→ Brief
Your answer should give again, exactly, the lines from the beginning of the entries below through the line containing "Draw a box around". It must contain no pictures.

Stored entries:
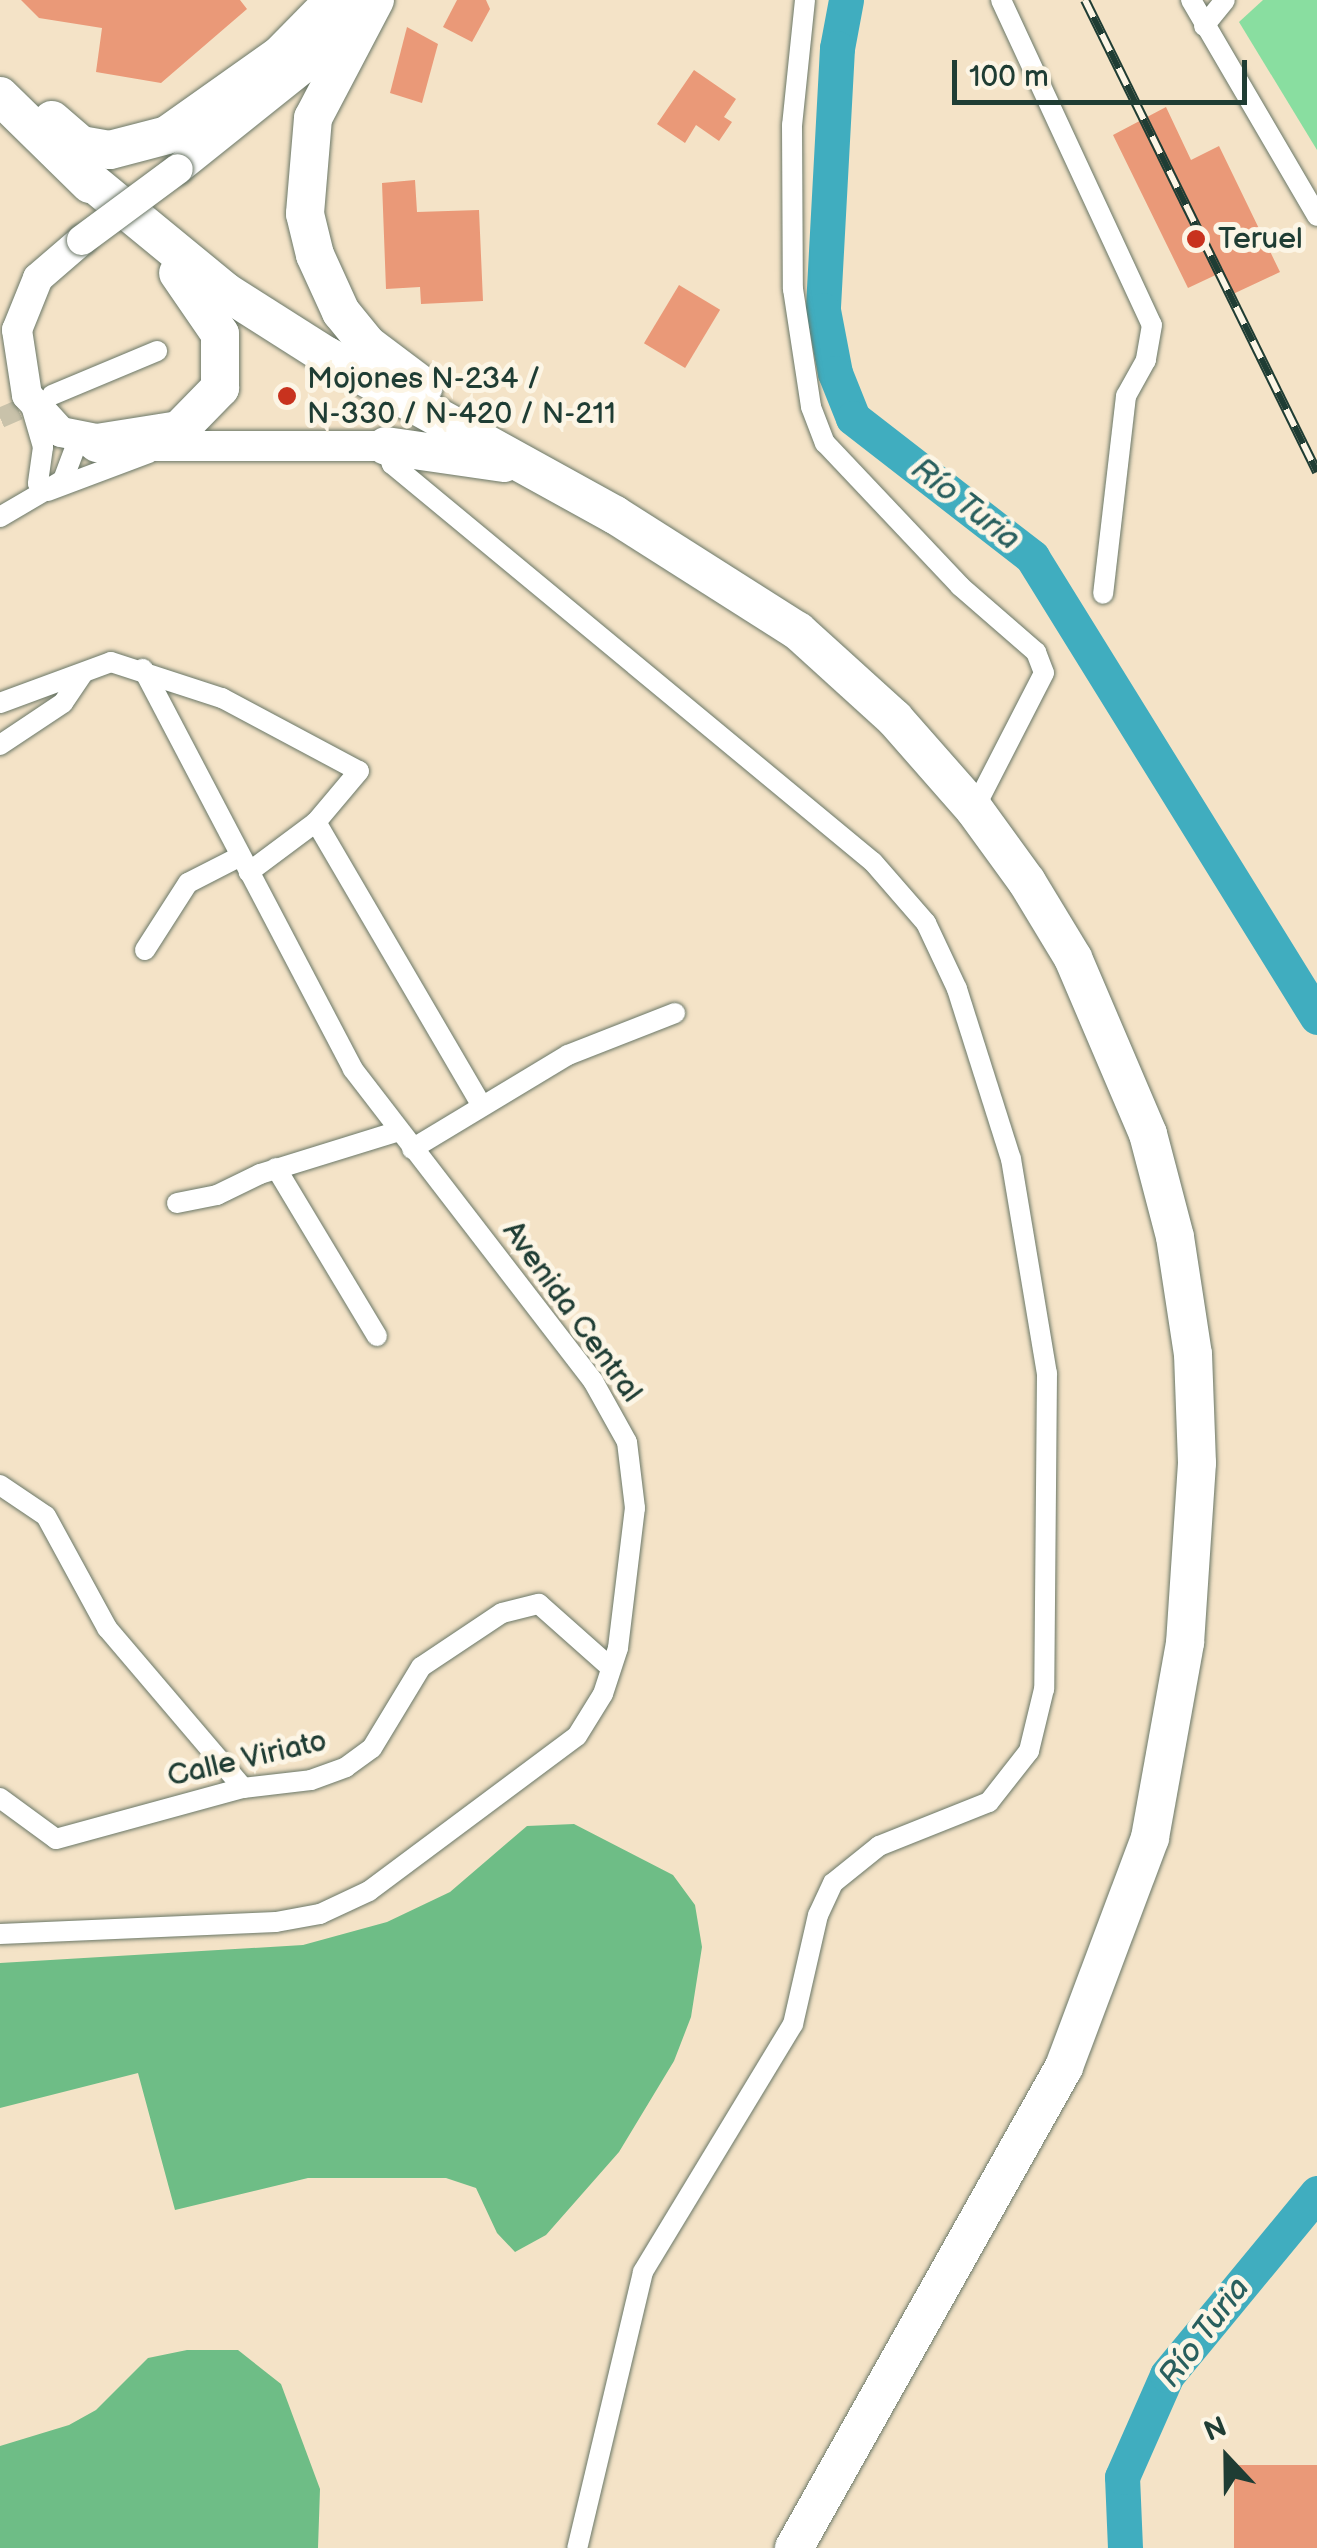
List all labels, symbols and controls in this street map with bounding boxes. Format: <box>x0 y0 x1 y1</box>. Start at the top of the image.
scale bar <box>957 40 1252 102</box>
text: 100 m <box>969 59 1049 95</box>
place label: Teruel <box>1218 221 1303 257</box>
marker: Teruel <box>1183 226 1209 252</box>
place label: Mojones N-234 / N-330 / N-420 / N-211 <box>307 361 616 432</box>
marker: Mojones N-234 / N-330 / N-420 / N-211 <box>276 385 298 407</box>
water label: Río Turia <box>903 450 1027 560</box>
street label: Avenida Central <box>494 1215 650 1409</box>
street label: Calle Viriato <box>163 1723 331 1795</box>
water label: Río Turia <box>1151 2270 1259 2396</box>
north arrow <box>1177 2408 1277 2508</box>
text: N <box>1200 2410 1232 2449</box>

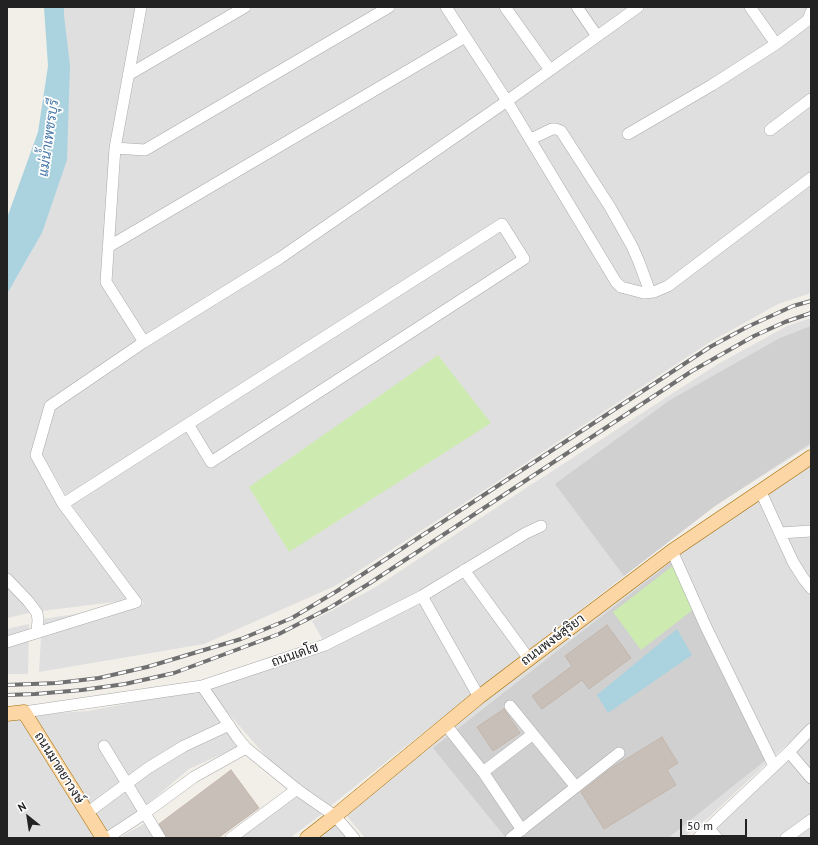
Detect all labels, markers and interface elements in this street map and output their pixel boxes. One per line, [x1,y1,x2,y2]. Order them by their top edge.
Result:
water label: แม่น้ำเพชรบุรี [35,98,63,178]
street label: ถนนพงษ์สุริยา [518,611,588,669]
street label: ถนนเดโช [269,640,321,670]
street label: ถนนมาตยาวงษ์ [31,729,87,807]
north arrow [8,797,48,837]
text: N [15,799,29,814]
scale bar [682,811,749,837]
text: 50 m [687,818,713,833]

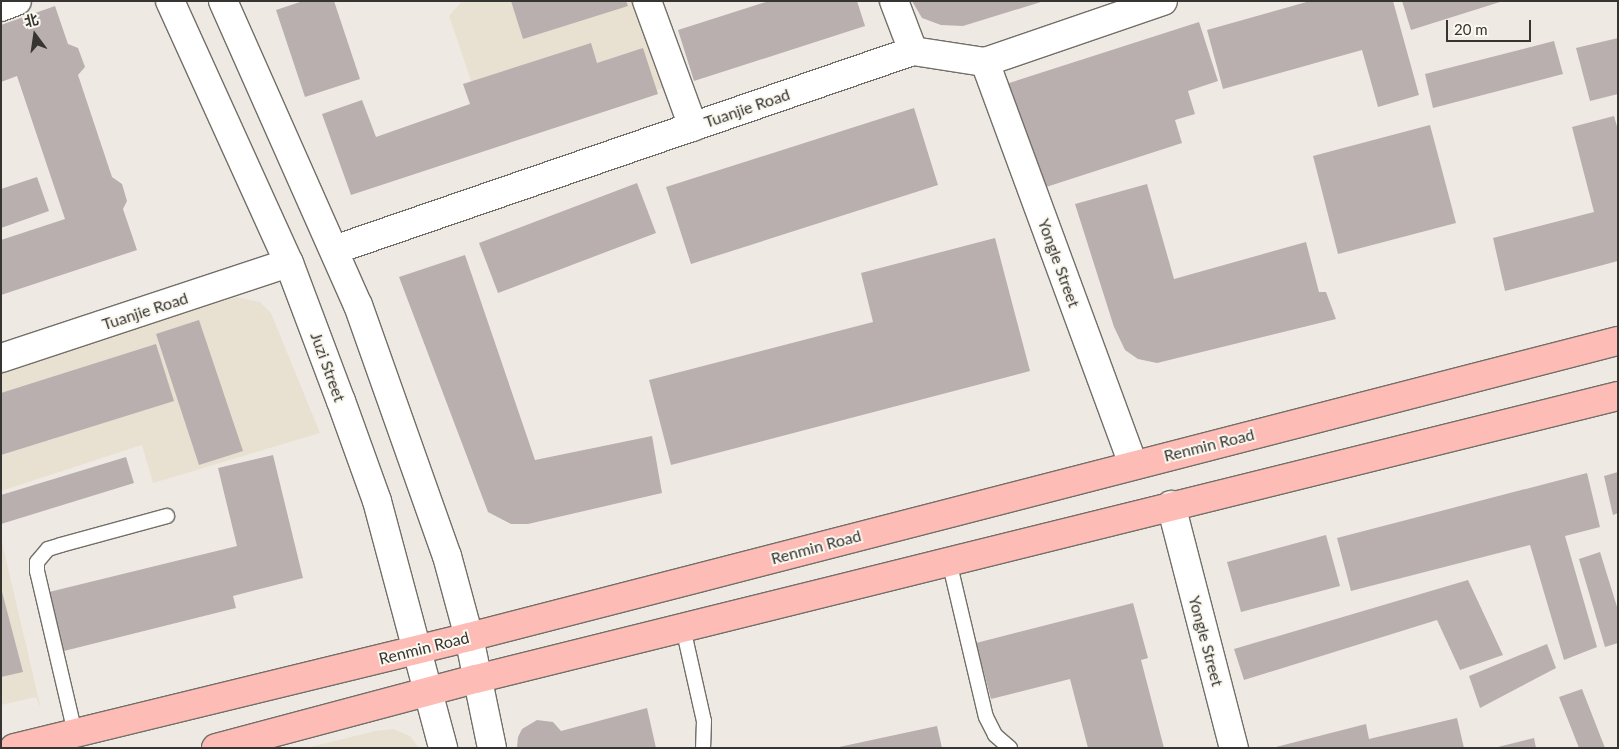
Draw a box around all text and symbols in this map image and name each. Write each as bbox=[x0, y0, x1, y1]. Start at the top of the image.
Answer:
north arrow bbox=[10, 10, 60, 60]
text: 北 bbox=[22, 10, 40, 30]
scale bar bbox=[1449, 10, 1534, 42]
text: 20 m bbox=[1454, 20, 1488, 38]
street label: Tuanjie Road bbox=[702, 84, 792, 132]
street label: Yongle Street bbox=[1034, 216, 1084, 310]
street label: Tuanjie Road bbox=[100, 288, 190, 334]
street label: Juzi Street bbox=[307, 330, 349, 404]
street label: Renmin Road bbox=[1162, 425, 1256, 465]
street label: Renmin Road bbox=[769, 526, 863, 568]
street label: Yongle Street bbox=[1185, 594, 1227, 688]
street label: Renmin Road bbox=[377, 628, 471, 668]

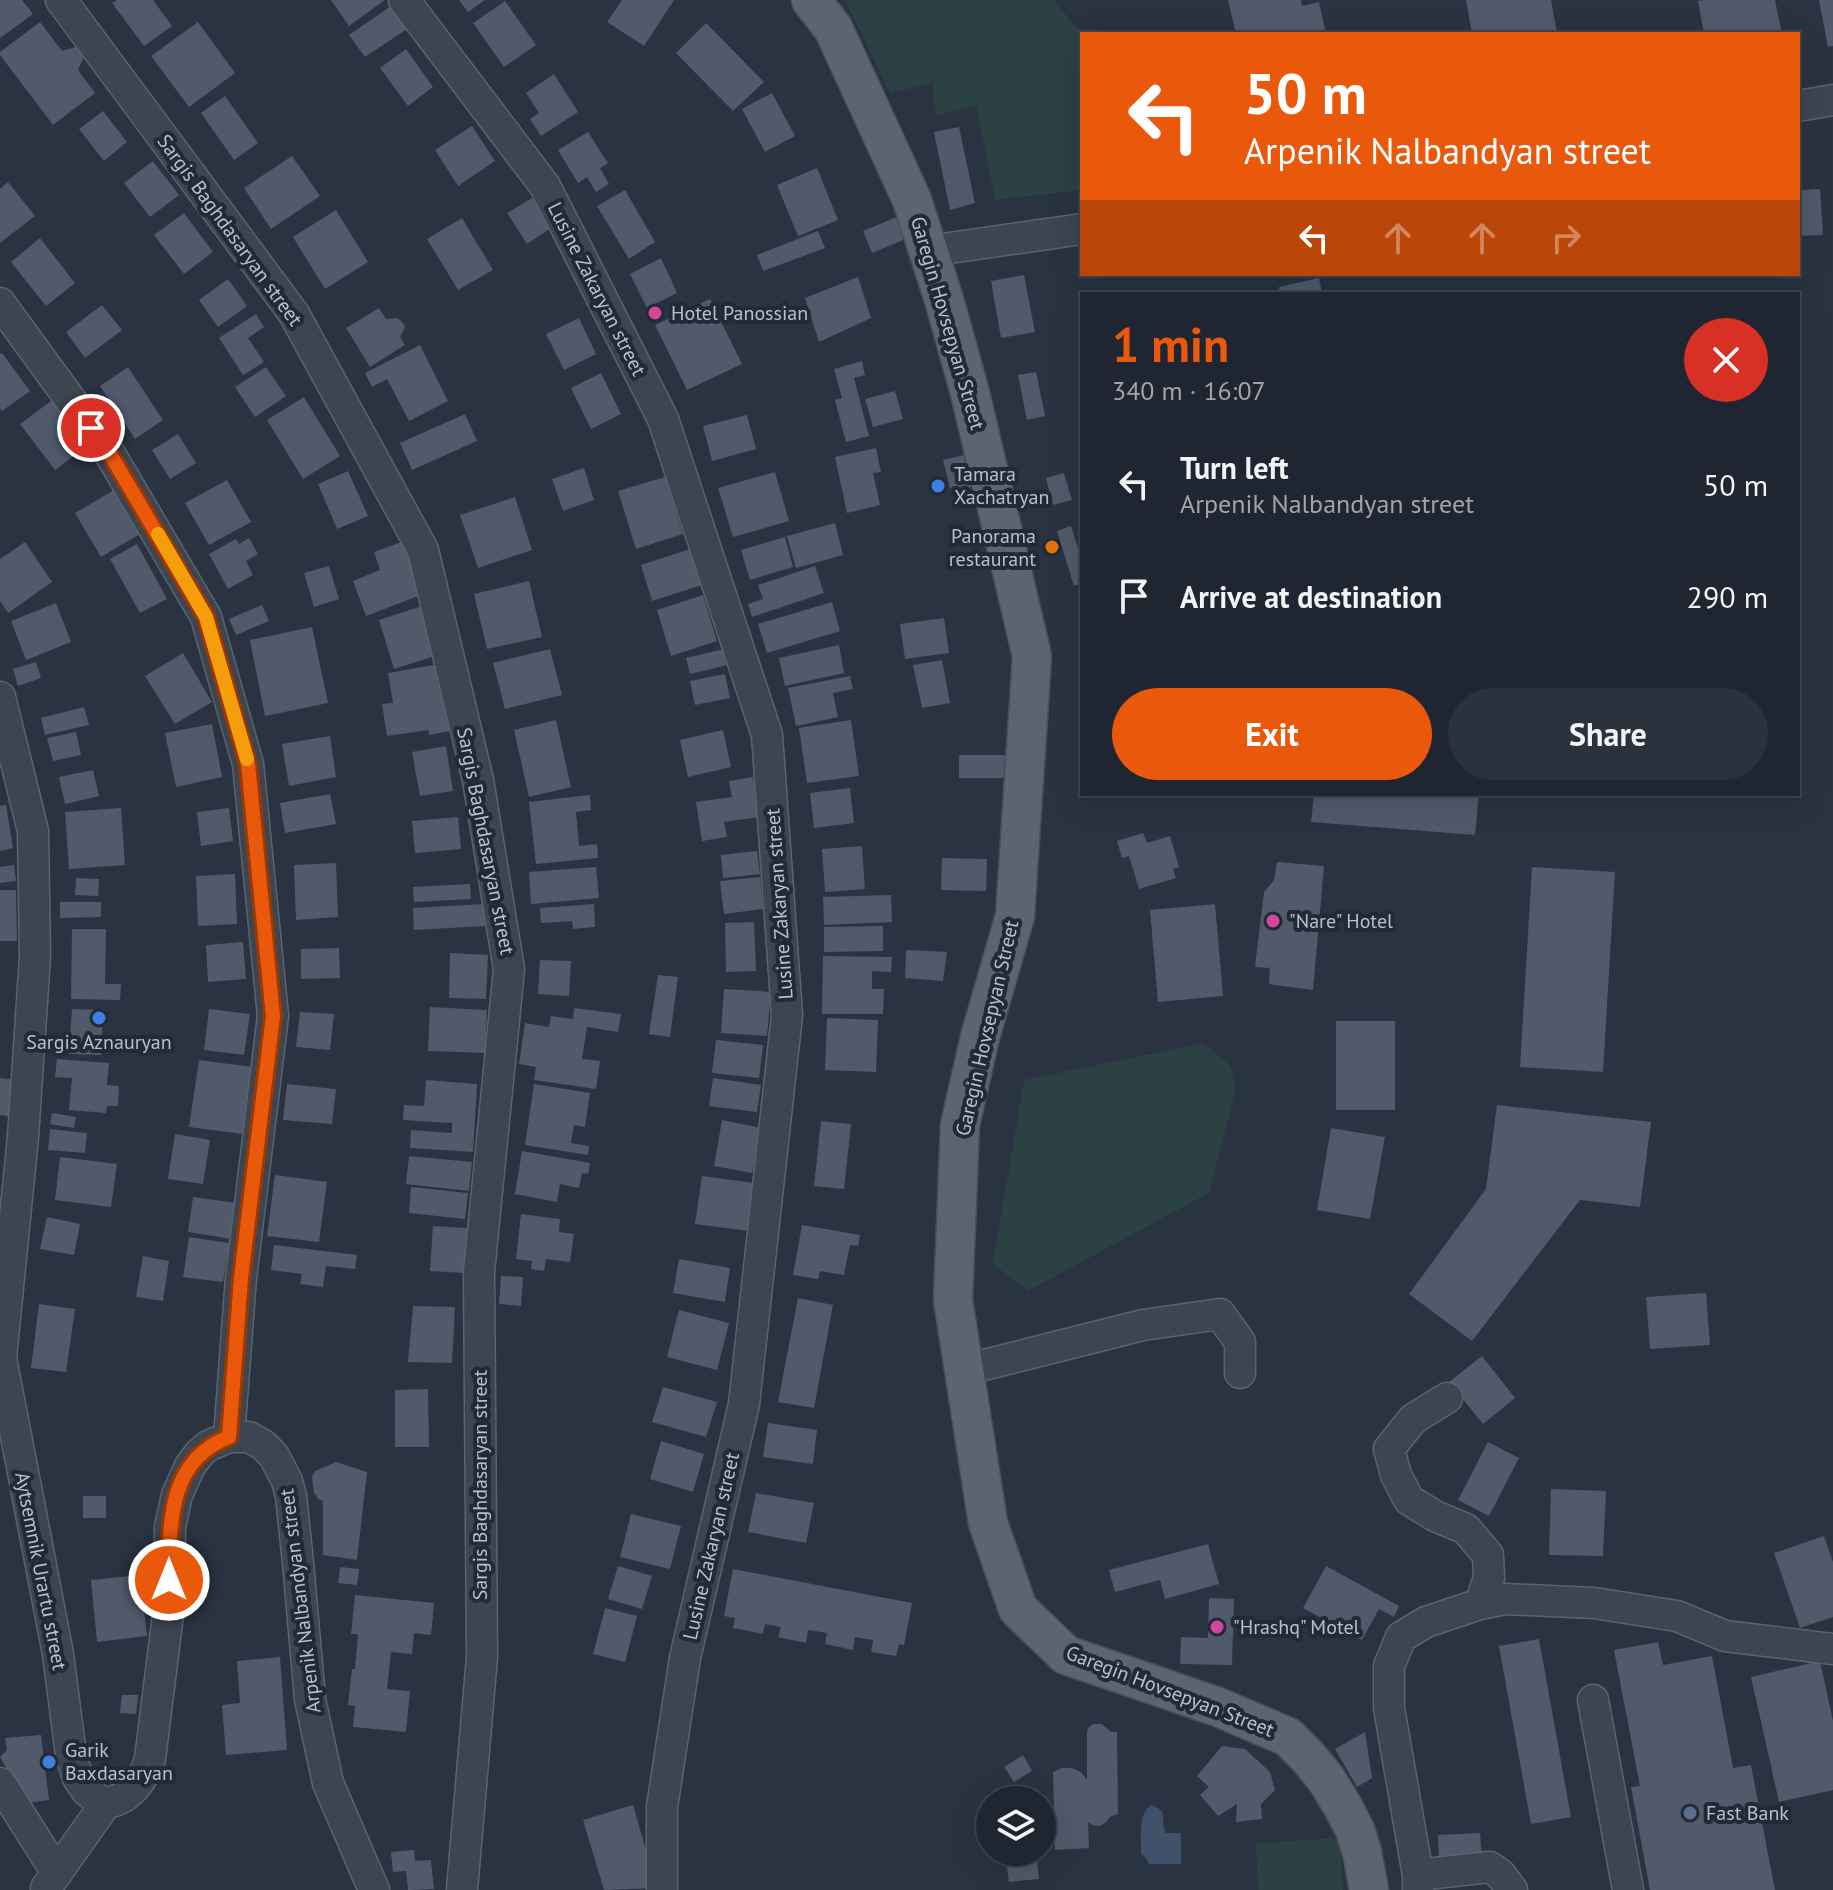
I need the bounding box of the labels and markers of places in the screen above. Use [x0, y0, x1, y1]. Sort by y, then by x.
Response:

→ Expected output
List all labels, symbols and controls in this street map with bounding boxes. Format: <box>x0 y0 x1 y1</box>. Start at the top of the image.
scale bar <box>957 40 1252 102</box>
text: 100 m <box>969 59 1049 95</box>
place label: Teruel <box>1218 221 1303 257</box>
marker: Teruel <box>1183 226 1209 252</box>
place label: Mojones N-234 / N-330 / N-420 / N-211 <box>307 361 616 432</box>
marker: Mojones N-234 / N-330 / N-420 / N-211 <box>276 385 298 407</box>
water label: Río Turia <box>903 450 1027 560</box>
street label: Avenida Central <box>494 1215 650 1409</box>
street label: Calle Viriato <box>163 1723 331 1795</box>
water label: Río Turia <box>1151 2270 1259 2396</box>
north arrow <box>1177 2408 1277 2508</box>
text: N <box>1200 2410 1232 2449</box>

Detect all labels, markers and interface elements in this street map and output their pixel boxes. One per line, [x1,y1,x2,y2]. Order them by their top edge.
Result:
water label: แม่น้ำเพชรบุรี [35,98,63,178]
street label: ถนนพงษ์สุริยา [518,611,588,669]
street label: ถนนเดโช [269,640,321,670]
street label: ถนนมาตยาวงษ์ [31,729,87,807]
north arrow [8,797,48,837]
text: N [15,799,29,814]
scale bar [682,811,749,837]
text: 50 m [687,818,713,833]

Draw a box around all text and symbols in this map image and name each. Write each as bbox=[x0, y0, x1, y1]. Start at the top of the image.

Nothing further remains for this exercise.